While ROE is a relatively simple calculation, it can be broken down into different ratios, each telling a different story about the strengths and weaknesses of a company. Chemung Financial’s below-industry ROE is disappointing, furthermore, its returns were not even high enough to cover its own cost of equity. Although, its appropriate level of leverage means investors can be more confident in the sustainability of Chemung Financial’s return with a possible increase should the company decide to increase its debt levels. ROE is a helpful signal, but it is definitely not sufficient on its own to make an investment decision.
For Chemung Financial, I’ve compiled three relevant aspects you should further examine:
- Financial Health: Does it have a healthy balance sheet? Take a look at our free balance sheet analysis with six simple checks on key factors like leverage and risk.

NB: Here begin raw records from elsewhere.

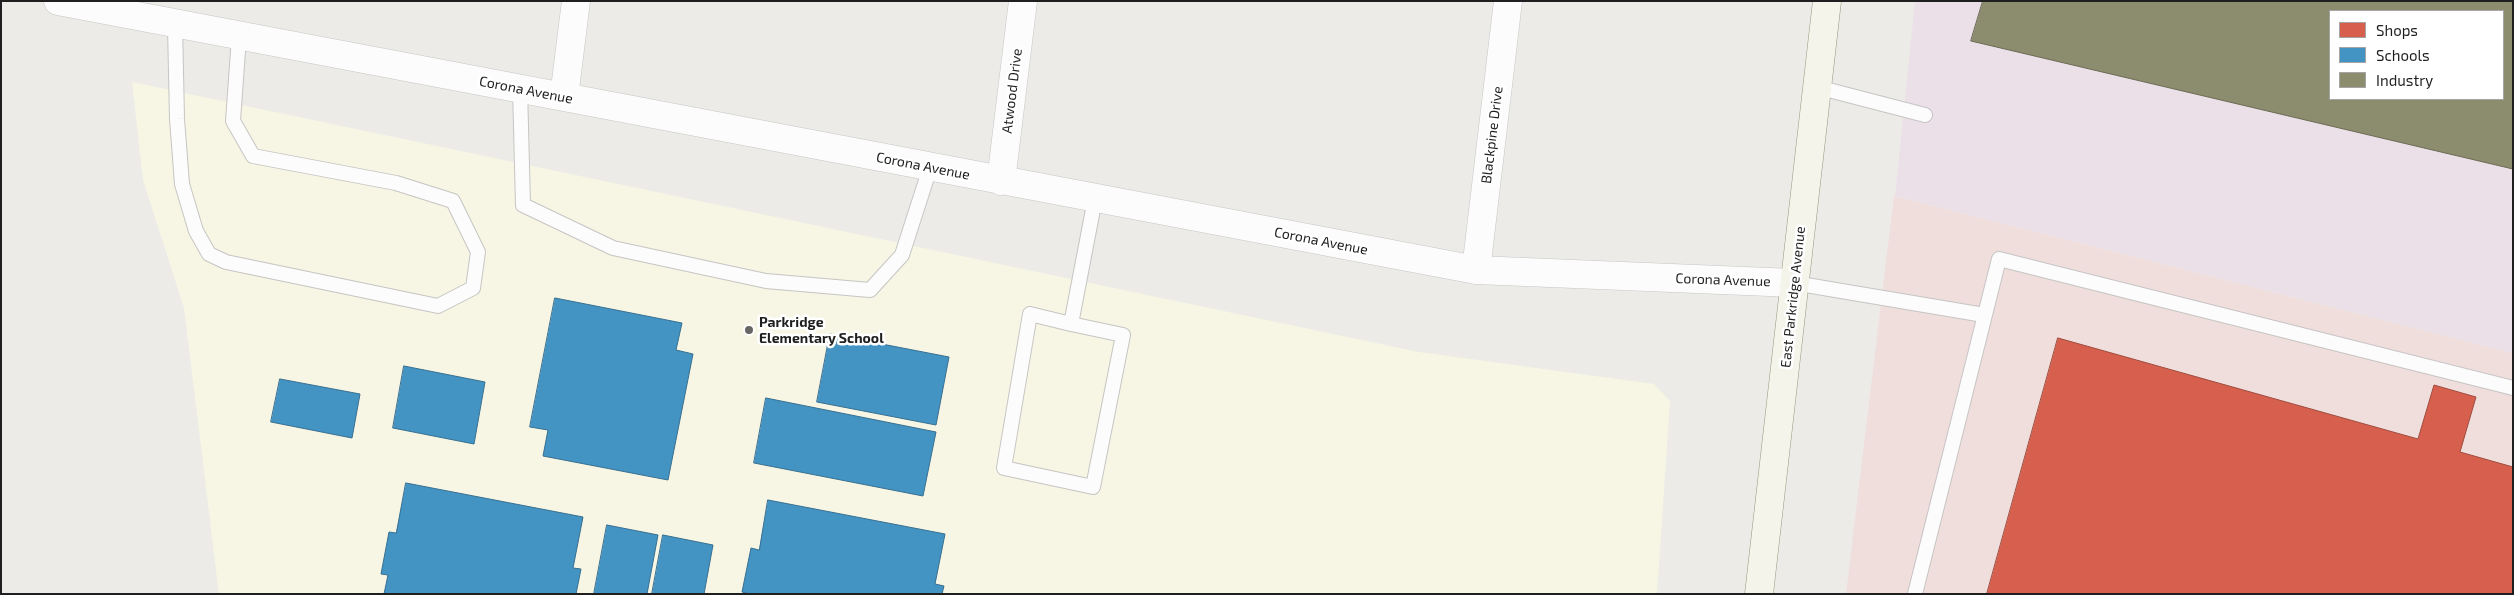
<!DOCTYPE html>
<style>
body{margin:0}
#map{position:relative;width:2514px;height:595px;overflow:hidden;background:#edebe8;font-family:"Exo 2",sans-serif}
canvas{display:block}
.frame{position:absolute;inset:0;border:2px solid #1f1f1f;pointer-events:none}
.legend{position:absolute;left:2329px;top:10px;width:175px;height:90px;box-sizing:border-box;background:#fff;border:1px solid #a5a5a5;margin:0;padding:6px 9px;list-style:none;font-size:15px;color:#1f1f1f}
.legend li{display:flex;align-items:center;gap:10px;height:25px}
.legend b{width:25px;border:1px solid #a5a5a5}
</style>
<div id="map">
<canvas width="2514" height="595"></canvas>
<div class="frame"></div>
<ul class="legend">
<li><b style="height:14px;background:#d6604d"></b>Shops</li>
<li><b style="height:14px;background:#4393c3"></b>Schools</li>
<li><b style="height:14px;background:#8c8c6e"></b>Industry</li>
</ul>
</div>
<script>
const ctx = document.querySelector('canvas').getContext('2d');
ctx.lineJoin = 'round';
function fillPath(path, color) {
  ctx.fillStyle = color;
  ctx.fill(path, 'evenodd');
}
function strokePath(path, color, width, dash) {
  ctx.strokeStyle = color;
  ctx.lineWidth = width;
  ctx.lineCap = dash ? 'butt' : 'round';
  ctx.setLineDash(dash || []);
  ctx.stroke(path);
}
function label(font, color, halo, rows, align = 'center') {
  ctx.font = font + ' "Exo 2",sans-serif';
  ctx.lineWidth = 5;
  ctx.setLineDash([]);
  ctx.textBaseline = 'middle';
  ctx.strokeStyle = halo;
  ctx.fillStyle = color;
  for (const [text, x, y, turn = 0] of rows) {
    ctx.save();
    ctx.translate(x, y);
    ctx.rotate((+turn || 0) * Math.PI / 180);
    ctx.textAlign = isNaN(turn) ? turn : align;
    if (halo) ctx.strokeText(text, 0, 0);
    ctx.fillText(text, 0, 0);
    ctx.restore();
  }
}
fillPath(new Path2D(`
 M1894,196l619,157v241h-667z`), '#f0dedd');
fillPath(new Path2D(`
 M1915,1h598v352l-618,-157zM2330,11h173v88h-173z`), '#ebe0e7');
fillPath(new Path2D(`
 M132,82l1287,270 235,32 16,17 -13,193h-1438l-35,-286 -41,-128z`), '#f7f5e3');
const shops = new Path2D(`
 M2058,338l360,101 16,-54 42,12 -16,55 53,15v127h-526z`);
fillPath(shops, '#d6604d');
strokePath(shops, '#9f4c3f', 1);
const schools = new Path2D(`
 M555,298l127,25 -6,27 17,4 -25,126 -125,-24 5,-26 -18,-3z
 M830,334l119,23 -13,68 -119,-23z
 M404,366l81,16 -11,62 -81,-16z
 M280,379l80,15 -8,44 -81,-16z
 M766,398l170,34 -13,64 -169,-33z
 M406,483l177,34 -10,51 8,1 -5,25h-192l4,-19 -7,-1 8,-42 7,1z
 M768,500l177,34 -10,50 9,2 -2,8h-192l-8,-2 9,-44 8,2z
 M607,525l51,10 -11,59h-53z
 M663,535l50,10 -9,49h-52z`);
fillPath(schools, '#4393c3');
strokePath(schools, '#387092', 1);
const industry = new Path2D(`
 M1983,1h530v168l-542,-128zM2330,11h173v88h-173z`);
fillPath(industry, '#8c8c6e');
strokePath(industry, '#6b6b56', 1);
const lane = new Path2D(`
 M175,25l2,94 5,65 14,47 13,23 17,8 212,44 35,-18 5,-36 -25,-51 -57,-18 -143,-27 -20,-35 6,-84
 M1817,87l108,28
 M520,88l3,117 90,43 153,33 104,9 32,-35 28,-87
 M1794,283l190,32
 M1071,324l52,11 -30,152 -89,-19 26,-154 41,10 24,-125
 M1915,594l84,-335 514,129`);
const street = new Path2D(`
 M58,1l1418,269 318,13
 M564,97l12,-96
 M1001,181l22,-180
 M1476,270l32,-269`);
const secondary = new Path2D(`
 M1759,594l68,-593`);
strokePath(lane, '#c6c5c4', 16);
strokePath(street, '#c6c5c4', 29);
strokePath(secondary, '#97987e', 29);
strokePath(lane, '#fcfcfc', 14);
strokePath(street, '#fcfcfc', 28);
strokePath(secondary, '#f4f4eb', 28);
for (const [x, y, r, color] of [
 [749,330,5,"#676665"]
]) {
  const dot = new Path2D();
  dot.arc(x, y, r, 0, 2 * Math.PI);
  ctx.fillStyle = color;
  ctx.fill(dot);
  strokePath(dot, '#fff', 2);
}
label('14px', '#1f1f1f', '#fff', [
 ["Corona Avenue",526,90,11],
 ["Atwood Drive",1012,91,-83],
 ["Blackpine Drive",1492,135,-83],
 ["Corona Avenue",923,166,11],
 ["Corona Avenue",1321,241,11],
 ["Corona Avenue",1723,280,2],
 ["East Parkridge Avenue",1793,297,-84]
]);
label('bold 14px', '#1f1f1f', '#fff', [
 ["Parkridge",759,322],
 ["Elementary School",759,338]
], 'left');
</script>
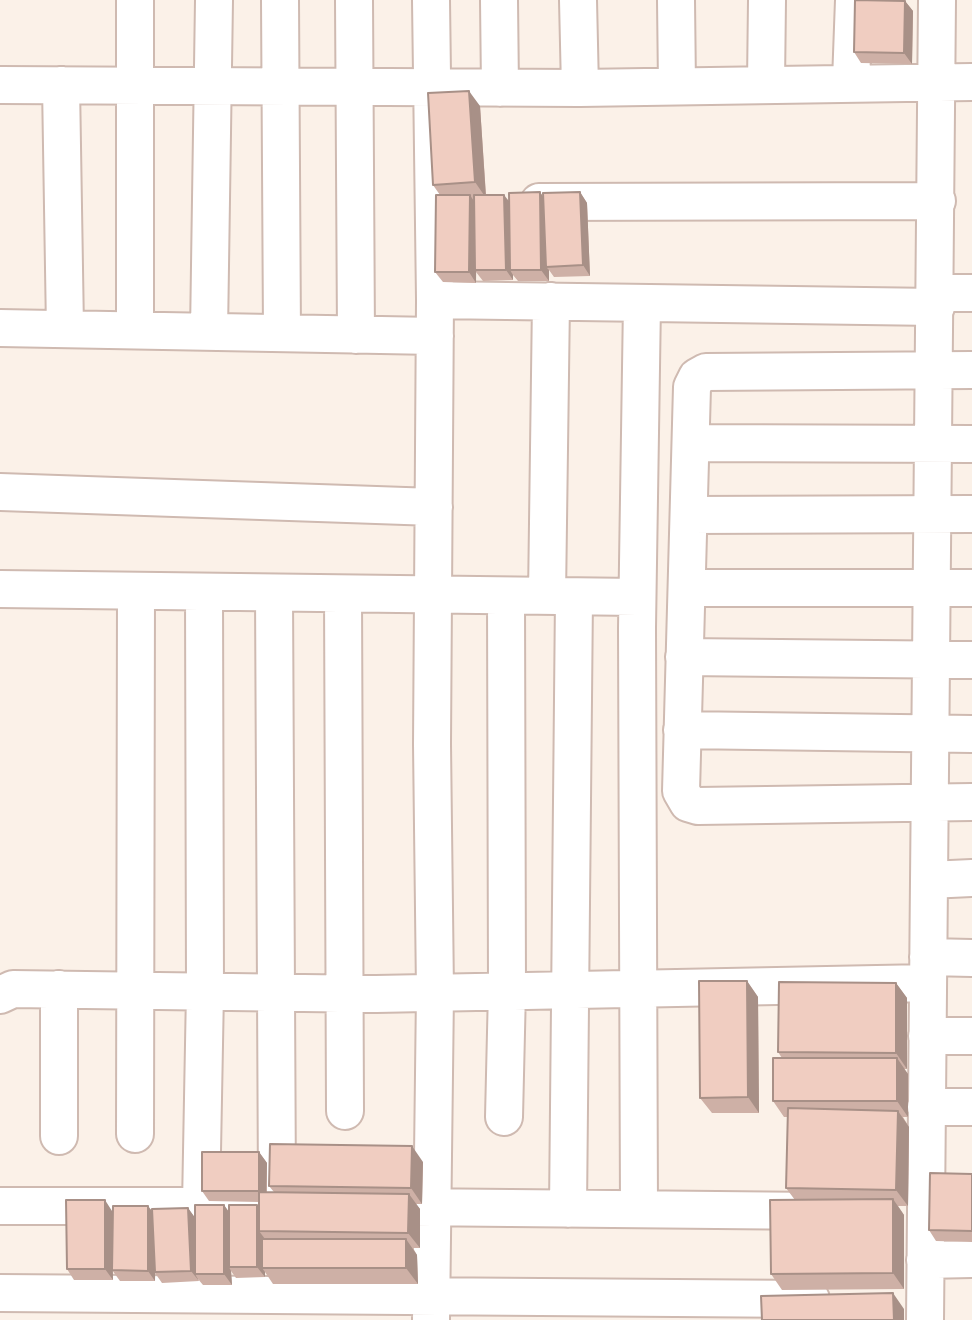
<!DOCTYPE html>
<html>
<head>
<meta charset="utf-8">
<style>
  body { margin:0 }
  canvas { display:block; background:#fbf1e8 }
</style>
</head>
<body>
<canvas width="972" height="1320"></canvas>
<script>
const c = document.querySelector('canvas').getContext('2d');
c.lineJoin = 'round';
function stroke(path, color, width, dash) { c.strokeStyle = color; c.lineWidth = width; c.lineCap = dash ? 'butt' : 'round'; c.setLineDash(dash || []); c.stroke(path); }
function paint(path, color) { c.fillStyle = color; c.fill(path, 'evenodd'); }
const minor = new Path2D(`
  M135 0V330
  M280 0 282 333
  M354 0 356 335
  M499 0 500 88
  M578 0 580 88
  M676 0 677 86
  M851 82 854 0
  M766 83 767 0
  M0 85 580 88 972 82
  M61 85 65 329
  M539 202 937 201
  M936 293H972
  M435 300 936 307
  M0 328 435 336
  M209 332 214 0
  M972 370 706 372 697 377 692 387 681 791 688 803 698 806 972 802
  M691 443 972 444
  M0 492 434 507
  M689 515 972 514
  M687 588H972
  M0 589 637 597
  M274 593 277 1192
  M343 594 345 1111
  M547 596 551 301
  M684 657 972 660
  M682 730 972 734
  M929 880 972 878
  M928 957 972 958
  M59 989V1136
  M0 995 13 989 376 994 927 983
  M927 1036H972
  M926 1107H972
  M504 1117 507 990 506 596
  M135 1134 136 591
  M201 1205 205 991 204 592
  M0 1206H308
  M407 1207 820 1211
  M568 1209 574 597
  M639 1209 637 628 642 303
  M925 1260 972 1259
  M0 1293 811 1299
  M431 1320 435 992 432 744 435 300 431 0
  M925 1320 937 0`);
const wall = new Path2D(`
  M905 1 913 11 912 64 861 63 854 52Z
  M480 106 486 195 509 202 540 192 544 198 580 192 587 203 590 276 554 277 549 270V281H518L513 275V280L483 281 476 272V283L443 282 435 272 440 195 433 185Z
  M747 981 758 997 759 1113H712L700 1098Z
  M896 983 907 998V1069H904L908 1074V1117H903L909 1127 908 1206H898L904 1215V1289L782 1290 771 1274 795 1200 786 1188 788 1117H784L773 1101 782 1058 778 1052Z
  M259 1152 267 1163V1192H274L269 1186 423 1162 422 1204H416L420 1209V1248H413L417 1255 418 1284H273L265 1272V1277L236 1278 231 1271 232 1285H203L198 1279 199 1281 162 1283 155 1273V1281H120L112 1270 113 1280H74L67 1269 112 1211V1266L148 1206 152 1211 188 1208 195 1218 224 1205 229 1212 257 1205 259 1208V1202L209 1201 202 1191Z
  M972 1174V1242L936 1241 929 1230Z`);
const shadedWall = new Path2D(`
  M905 1 913 11 912 64 904 53Z
  M469 91 480 106 486 198 475 182Z
  M540 192 547 203 546 267 549 270V281L541 270Z
  M580 192 587 203 590 276 583 265Z
  M470 195 477 206 476 283 469 272Z
  M504 195 512 205 510 270 513 275V280L506 270Z
  M747 981 758 997 759 1113 748 1097Z
  M896 983 907 998V1069L896 1053Z
  M897 1058 908 1074V1117L897 1101Z
  M898 1111 909 1127 908 1206 896 1190Z
  M412 1146 423 1162 422 1204 411 1188Z
  M259 1152 267 1163 266 1202 259 1191Z
  M409 1194 420 1209V1248L408 1233Z
  M893 1199 904 1215V1289L893 1273Z
  M105 1200 112 1211 113 1280 105 1269Z
  M224 1205 231 1215 229 1267 231 1271 232 1285 224 1274Z
  M257 1205 264 1216 259 1231 265 1239 262 1268 265 1272V1277L257 1267Z
  M148 1206 156 1217 155 1281 148 1271Z
  M188 1208 196 1219 195 1274 199 1281 191 1271Z
  M406 1239 417 1255 418 1284 406 1268Z
  M893 1293 904 1309V1320H894Z`);
const building = new Path2D(`
  M855 0 905 1 904 53 854 52Z
  M469 91 475 182 433 185 428 93Z
  M540 192 541 270H510L509 193Z
  M580 192 583 265 546 267 543 193Z
  M436 195H470L469 272H435Z
  M474 195H504L506 270H475Z
  M699 981H747L748 1097 700 1098Z
  M779 982 896 983V1053L778 1052Z
  M773 1058H897V1101H773Z
  M788 1108 898 1111 896 1190 786 1188Z
  M270 1144 412 1146 411 1188 269 1186Z
  M202 1152H259V1191H202Z
  M930 1173 972 1174V1231L929 1230Z
  M259 1192 409 1194 408 1233 259 1231Z
  M893 1199V1273L771 1274 770 1200Z
  M66 1200H105V1269H67Z
  M195 1205H224V1274H195Z
  M229 1205H257V1267H229Z
  M113 1206H148V1271L112 1270Z
  M188 1208 191 1271 155 1272 152 1209Z
  M262 1239H406V1268H262Z
  M893 1293 894 1320H762L761 1296Z`);
stroke(minor, '#cfbab1', 40);
stroke(minor, '#fff', 36);
paint(wall, '#ceb0a6');
paint(shadedWall, '#a89087');
paint(building, '#f0cdc1');
stroke(building, '#a89087', 2);
</script>
</body>
</html>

- Valuation: What is Chemung Financial worth today? Is the stock undervalued, even when its growth outlook is factored into its intrinsic value? The intrinsic value infographic in our free research report helps visualize whether Chemung Financial is currently mispriced by the market.
- Other High-Growth Alternatives : Are there other high-growth stocks you could be holding instead of Chemung Financial? Explore our interactive list of stocks with large growth potential to get an idea of what else is out there you may be missing!
To help readers see pass the short term volatility of the financial market, we aim to bring you a long-term focused research analysis purely driven by fundamental data. Note that our analysis does not factor in the latest price sensitive company announcements.
The author is an independent contributor and at the time of publication had no position in the stocks mentioned.